Tukgahgo, an indigenous name given by the Tlingits, was recorded by geologist Eugene C. Robertson and published by the United States Geological Survey (USGS) in 1952. Tukgahgo is located 3.5 miles southwest from Chilkoot, while Skagway is 16 miles to the northeast. Vanderbilt Point is located 3 miles west of Tukgahgo's summit. The head of Shakuseyi Creek is on the east slope of the mountain.

==Geology==
A 1991 geological sampling of a rock formation 2500 ft to the southwest of Tukgahgo Mountain on the northwest Chilly Peak (elevation 4520 ft was initially given the informal name "Chilly." The geologic formations of the area consist of metabasalts and amphibolites, which are enclosed as roof pendants within the hornblende diorite, granodiorite and monzonite. The intrusive rocks are inferred to be part of the Mount Kashagnak pluton. A few quartz veins were also identified, though they were scattered; they are integral to the Tukgahgo Mountain fault. This fault is small and close to the summit, within the Skagway B-2 Quadrangle; it has a southeast (140 degree) strike or trend with a movement of 1480 ft, recorded as down on the northeast side compared to the southwest side. Along the fault metabasalts to the southwest are in fault contact with the diorite intrusive.

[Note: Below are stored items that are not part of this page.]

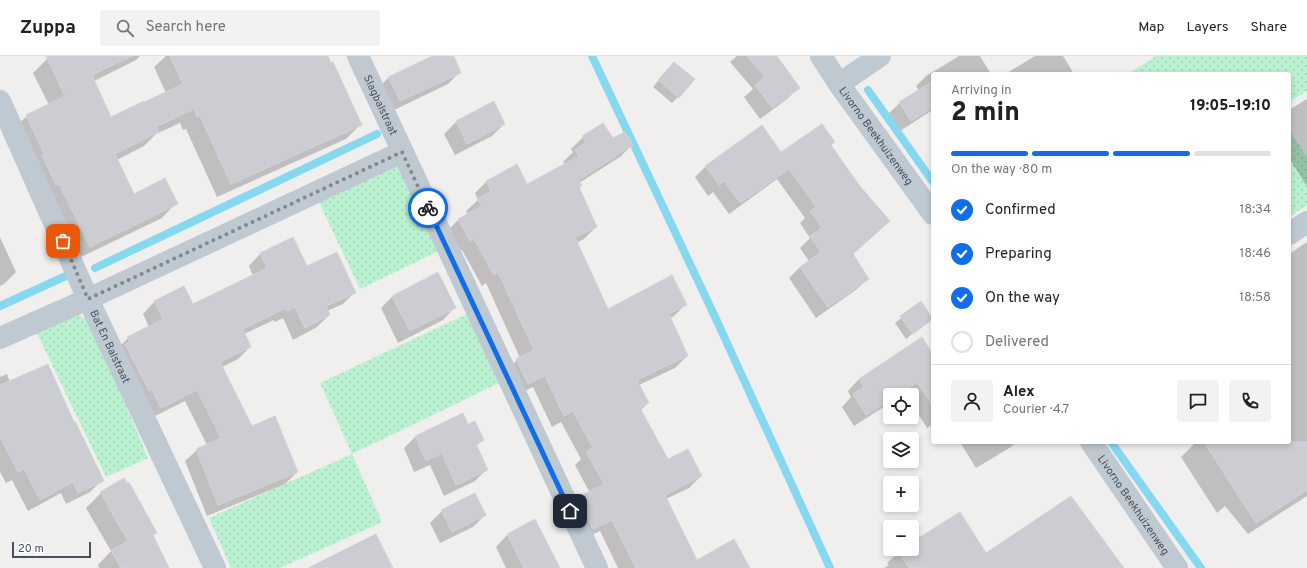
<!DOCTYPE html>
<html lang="en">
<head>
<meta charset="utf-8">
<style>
  body { margin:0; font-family:Overpass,sans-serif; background:#f2f2f2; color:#202124; height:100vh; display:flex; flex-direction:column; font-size:15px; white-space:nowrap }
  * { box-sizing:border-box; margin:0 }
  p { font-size:13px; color:#757577 }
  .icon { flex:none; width:22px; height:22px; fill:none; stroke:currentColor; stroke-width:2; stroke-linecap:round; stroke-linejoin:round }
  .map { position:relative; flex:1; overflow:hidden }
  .drawer { position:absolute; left:931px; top:16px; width:360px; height:372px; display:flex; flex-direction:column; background:#fff; border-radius:4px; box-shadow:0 2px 6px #0003 }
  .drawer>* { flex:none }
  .fabs { position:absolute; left:883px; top:332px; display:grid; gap:8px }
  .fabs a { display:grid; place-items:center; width:36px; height:36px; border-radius:4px; background:#fff; box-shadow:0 2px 6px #0003; font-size:20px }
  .scale { position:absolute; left:12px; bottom:10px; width:79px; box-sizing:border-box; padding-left:4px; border:2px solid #46515d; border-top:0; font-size:11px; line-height:14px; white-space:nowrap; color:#46515d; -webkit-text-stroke:3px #fff; paint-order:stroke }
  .pin { position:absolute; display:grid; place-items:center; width:34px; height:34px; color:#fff; margin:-17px; border-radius:8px; box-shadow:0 2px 6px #0006 }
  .courier { position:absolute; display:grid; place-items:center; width:40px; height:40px; margin:-20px; border:3px solid #116de8; border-radius:50%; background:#fff; color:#222; box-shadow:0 1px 5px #0007 }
  .headline em { font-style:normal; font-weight:800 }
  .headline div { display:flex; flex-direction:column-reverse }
  .headline { display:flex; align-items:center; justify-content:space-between; height:68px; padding:0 20px }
  h1 { font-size:26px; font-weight:800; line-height:30px }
  .bar { display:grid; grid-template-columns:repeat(4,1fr); gap:6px 4px; align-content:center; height:48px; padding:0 20px }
  .bar i { height:5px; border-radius:3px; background:#e0e0e0 }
  .bar .selected { background:#116de8 }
  .bar p { grid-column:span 4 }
  .line { display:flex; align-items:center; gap:10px; padding:0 20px; border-top:1px solid #e0e0e0 }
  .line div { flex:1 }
  .round { display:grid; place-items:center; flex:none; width:42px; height:42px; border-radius:4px; background:#f2f2f2 }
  ol { padding:0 20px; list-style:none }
  li { display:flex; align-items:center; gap:12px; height:44px }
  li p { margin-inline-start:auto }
  li .icon { padding:4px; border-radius:50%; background:#116de8; color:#fff; stroke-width:4 }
  li:last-child { color:#757577 }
  li i { width:22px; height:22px; border:2px solid #e0e0e0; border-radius:50% }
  header { display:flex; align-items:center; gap:24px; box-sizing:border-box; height:56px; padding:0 20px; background:#fff; border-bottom:1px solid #e0e0e0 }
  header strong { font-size:19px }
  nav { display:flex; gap:22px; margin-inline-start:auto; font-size:14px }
  .search { width:280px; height:36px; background:#f2f2f2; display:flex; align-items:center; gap:10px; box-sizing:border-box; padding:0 14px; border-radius:4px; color:#757577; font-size:15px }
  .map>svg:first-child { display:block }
</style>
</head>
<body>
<header>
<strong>Zuppa</strong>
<div class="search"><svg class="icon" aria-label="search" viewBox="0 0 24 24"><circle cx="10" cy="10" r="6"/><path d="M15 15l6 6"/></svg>Search here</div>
<nav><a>Map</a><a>Layers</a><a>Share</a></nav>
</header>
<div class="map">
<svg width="1307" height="512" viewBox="0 0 1307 512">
  <defs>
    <pattern id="grass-dots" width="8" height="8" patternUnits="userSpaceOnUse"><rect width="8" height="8" fill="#baf1d0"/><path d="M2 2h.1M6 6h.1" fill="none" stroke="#a1d0b5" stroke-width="1.8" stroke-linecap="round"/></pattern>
  </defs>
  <rect width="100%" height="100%" fill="#f1eeee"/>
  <!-- grass -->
  <path fill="url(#grass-dots)" d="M1156,0H1307V35L1289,46V18H1128Z
    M1289,73L1307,102V149L1289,161Z
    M389,110L397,111L403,118L439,195L360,233L318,144Z
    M469,257L501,326L352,398L382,466L280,512H231L209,462L352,398L320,327Z
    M75,258L87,263L93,271L148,402L106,421L35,273Z"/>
  <!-- shadow -->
  <path fill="#0003" d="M54,0H140L136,4L94,25L111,62L166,37L154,11L166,0H326L361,68L346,83L217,141L186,73L183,74L180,67L156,78L144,90L117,104L134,139L176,147L162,162L75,204L12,74L27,60L49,49L33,17L47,3Z
    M434,0H453L460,16L448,28L388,57L377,33L389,21Z
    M737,0H778L776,1L799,32L787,43L760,63L744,41L753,33L730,6Z
    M959,0H980L991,18H933V59L931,55L900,75L889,57L900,47L919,35L916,30L926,20Z
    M1035,0H1063L1074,18H1005Z
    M668,13L678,41L672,47L653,31Z
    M1307,43V128L1306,129L1289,102V54Z
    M493,47L504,68L492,80L455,99L444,78L456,66Z
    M583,81L612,84L632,89L620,101L579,127L580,130L579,132L596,171L584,183L576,187L608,254L686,248L674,260L669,263L687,300L675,312L639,329L648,347L641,354L667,404L701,420L689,432L666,443L696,505L740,512H618L600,475L581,484L567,454L578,442L590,437L575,409L581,403L561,366L552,371L533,331L516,339L505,316L517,304L520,302L486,227L482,230L462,194L458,196L447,175L459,163L468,159L466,155L478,144L475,137L487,125L527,129L565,109L563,106L573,96L571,93Z
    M830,89L858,130L889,165L852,199L868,222L857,233L816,262L789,222L800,211L809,205L800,192L810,182L800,167L805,162L777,123L729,158L713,136L708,140L695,121L706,110Z
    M0,181L16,216L4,228L0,230Z
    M292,183L306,211L354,237L343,248L327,255L329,259L317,271L293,284L283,262L275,266L274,264L244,278L250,291L238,303L222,311L251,371L297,416L285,428L207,460L185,405L197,394L207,389L185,345L149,363L116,294L128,282L149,271L143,258L154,246L184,231L193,249L253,220L249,210L260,198Z
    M1307,186V440L1248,478L1225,450L1217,457L1181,401L1196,386H1289V198Z
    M392,241L454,252L443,264L398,287L381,252Z
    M920,246L932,262L906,283L895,267Z
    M933,301V368L927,372L912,348V339H906L905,337L903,339H890V347L854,370L842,351L851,341L848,335L859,323Z
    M7,318L10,326L74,367L102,424L90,436L66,448L61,437L28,455L12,424L6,427L0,416V321Z
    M468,369L483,384L476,390L487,413L475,425L444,440L430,409L414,416L404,392L416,380Z
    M960,386H1016L1011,391L976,412Z
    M101,437L156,477L152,481L168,512H99L98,509L111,495L86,452Z
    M442,455L485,459L473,471L440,487L430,467Z
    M507,479L559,512H506L496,491Z
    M912,487L985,499L1040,512H884L889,509L887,507L899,496L903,493H912Z"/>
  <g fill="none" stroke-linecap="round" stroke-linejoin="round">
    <!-- stream -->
    <path stroke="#86d8f0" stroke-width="8" d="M592,0L716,263L830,512
      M868,34L933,126
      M95,212L377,78
      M0,250L66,220
      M1111,386L1201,512"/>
  </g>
  <!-- building -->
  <path fill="#cbcdd3" stroke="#d2d4da" d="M46,0H132L92,19L111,61L144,45V46L183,28L170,0H328L331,7L333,6L362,69L231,128L200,60L197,61L194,53L156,71L159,76L115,98L134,138L165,122L178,148L90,191L59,128L56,129L42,99L44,98L26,59L65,40Z
    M432,0H454L461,17L400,45L388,21Z
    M747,0H777L800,32L772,52L755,29L765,21Z
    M674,6L695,23L679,42L658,24Z
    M933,25V51L911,65L899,46Z
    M494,45L505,68L467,88L456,65Z
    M603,67L613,82L625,76L633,89L579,124L582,130L579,131L597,171L575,181L608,253L672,219L687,249L669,258L688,300L637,324L649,347L640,352L668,403L688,393L702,420L665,439L697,504L734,483L750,512H636L612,464L593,473L578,441L604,428L586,396L593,392L573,355L564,360L545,320L528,328L516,303L534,294L498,216L494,219L474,183L470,185L458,163L482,150L477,143L491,135L486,125L517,108L527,128L579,100L575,94L586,86L582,80Z
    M822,68L835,86L831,89L859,129L890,165L853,198L869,223L828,251L800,211L821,196L810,180L822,172L810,155L816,151L789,113L740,147L724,125L719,129L705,110L762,69L781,96Z
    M293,181L307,210L337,196L356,237L326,250L330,259L305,272L295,251L287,255L286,252L243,273L251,291L220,306L252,370L275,360L298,416L218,449L196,393L221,382L197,334L161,352L152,334L149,335L125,288L130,286L127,281L163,263L154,245L184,230L193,248L267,212L260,197Z
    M438,216L456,252L410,275L392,240Z
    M921,245L933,263L913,278L900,260Z
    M922,281L933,299V350L917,326L897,339H890V344L866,359L853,338L864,331L859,323Z
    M48,308L74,366L75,365L104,425L78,437L73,426L40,444L24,413L18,416L0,381V329Z
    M463,357L468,368L475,365L484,384L476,388L488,414L456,429L442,397L426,405L415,380Z
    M1204,386H1307V434L1256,467Z
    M124,422L127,427L129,426L157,477L153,479L169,512H121L111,494L128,485L100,436Z
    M475,437L486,459L452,476L441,454Z
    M1071,440L1124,512H909L898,495L901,493H912V486L960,456L986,497Z
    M535,463L560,512H524L507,478Z
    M376,478L393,512H308Z"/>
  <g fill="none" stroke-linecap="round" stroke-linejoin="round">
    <!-- minor -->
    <g stroke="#bec9d1" stroke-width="22">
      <path id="s1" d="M358,0L597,512"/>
      <path id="s2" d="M821,0L839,28L933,158"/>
      <path d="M839,28L880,0"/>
      <path id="s3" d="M0,45L88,243L215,512"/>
      <path d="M1289,178L1307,166"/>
      <path d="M0,282L88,243L402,96"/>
      <path id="s4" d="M1091,386L1177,512"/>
    </g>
  </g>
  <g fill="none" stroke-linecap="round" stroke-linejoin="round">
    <!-- done -->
    <path stroke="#828890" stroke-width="4" stroke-dasharray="0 7.2" d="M63,185L88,243L402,96L428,152"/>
    <!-- route -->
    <path stroke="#116de8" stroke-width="5" d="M428,152L570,455"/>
  </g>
  <g text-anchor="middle" stroke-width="3" stroke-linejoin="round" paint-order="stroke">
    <!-- street labels -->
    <g font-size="11" fill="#46515d" stroke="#fff">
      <text dy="4" stroke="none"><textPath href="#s1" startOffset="54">Slagbalstraat</textPath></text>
      <text dy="4" stroke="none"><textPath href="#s2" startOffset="97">Livorno Beekhuizenweg</textPath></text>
      <text dy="4" stroke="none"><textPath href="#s3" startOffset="269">Bat En Balstraat</textPath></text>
      <text dy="4" stroke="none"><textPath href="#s4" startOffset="76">Livorno Beekhuizenweg</textPath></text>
    </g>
  </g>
</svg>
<div class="fabs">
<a><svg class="icon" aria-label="locate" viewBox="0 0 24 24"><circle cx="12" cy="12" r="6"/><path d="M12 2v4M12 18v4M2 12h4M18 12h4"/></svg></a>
<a><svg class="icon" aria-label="layers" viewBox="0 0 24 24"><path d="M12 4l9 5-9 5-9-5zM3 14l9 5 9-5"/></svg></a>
<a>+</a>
<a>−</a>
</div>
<div class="scale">20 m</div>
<div class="pin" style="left:63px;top:185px;background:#ea580c"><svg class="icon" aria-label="bag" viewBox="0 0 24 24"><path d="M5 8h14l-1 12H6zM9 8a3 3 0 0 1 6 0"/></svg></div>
<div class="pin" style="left:570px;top:455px;background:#1f2937"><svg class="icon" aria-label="home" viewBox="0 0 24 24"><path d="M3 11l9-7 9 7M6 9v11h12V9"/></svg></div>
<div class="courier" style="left:428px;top:152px"><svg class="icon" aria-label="bike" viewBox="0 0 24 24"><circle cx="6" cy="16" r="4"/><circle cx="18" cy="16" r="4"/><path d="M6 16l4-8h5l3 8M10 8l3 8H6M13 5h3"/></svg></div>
<section class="drawer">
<div class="headline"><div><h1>2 min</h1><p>Arriving in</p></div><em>19:05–19:10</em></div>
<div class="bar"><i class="selected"></i><i class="selected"></i><i class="selected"></i><i></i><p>On the way · 80 m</p></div>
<ol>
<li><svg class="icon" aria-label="check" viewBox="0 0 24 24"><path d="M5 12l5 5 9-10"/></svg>Confirmed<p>18:34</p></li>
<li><svg class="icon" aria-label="check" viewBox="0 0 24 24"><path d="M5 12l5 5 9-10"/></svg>Preparing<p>18:46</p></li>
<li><svg class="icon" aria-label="check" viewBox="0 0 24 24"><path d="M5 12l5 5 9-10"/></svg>On the way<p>18:58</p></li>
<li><i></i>Delivered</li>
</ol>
<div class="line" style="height:72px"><a class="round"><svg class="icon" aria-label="person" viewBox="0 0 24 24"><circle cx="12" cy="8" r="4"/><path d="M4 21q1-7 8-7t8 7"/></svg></a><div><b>Alex</b><p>Courier · 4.7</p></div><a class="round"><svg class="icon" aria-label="chat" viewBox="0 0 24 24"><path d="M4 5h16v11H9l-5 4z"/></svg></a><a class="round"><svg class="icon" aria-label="phone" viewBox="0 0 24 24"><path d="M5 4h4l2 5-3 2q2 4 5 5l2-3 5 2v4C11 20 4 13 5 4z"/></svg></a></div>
</section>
</div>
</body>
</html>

Samples collected from the veins were analyzed for metals like molybdenum, platinum and palladium. One vein with visible molybdenite assayed at 1,240 ppm across the vein. Quartz veins also revealed pyrite, chalcopyrite, malachite, and molybdenite. The gold content was reported to be 0.824 ppm, while silver and copper contents were of the order of 2.70 ppm and 2,140 ppm, respectively. The mineralization is interpreted as of mid-Cretaceous age. The metallic elements identified as present in the vein structures include silver, gold, copper, with minor quantities of palladium and platinum but no mining operations have been reported.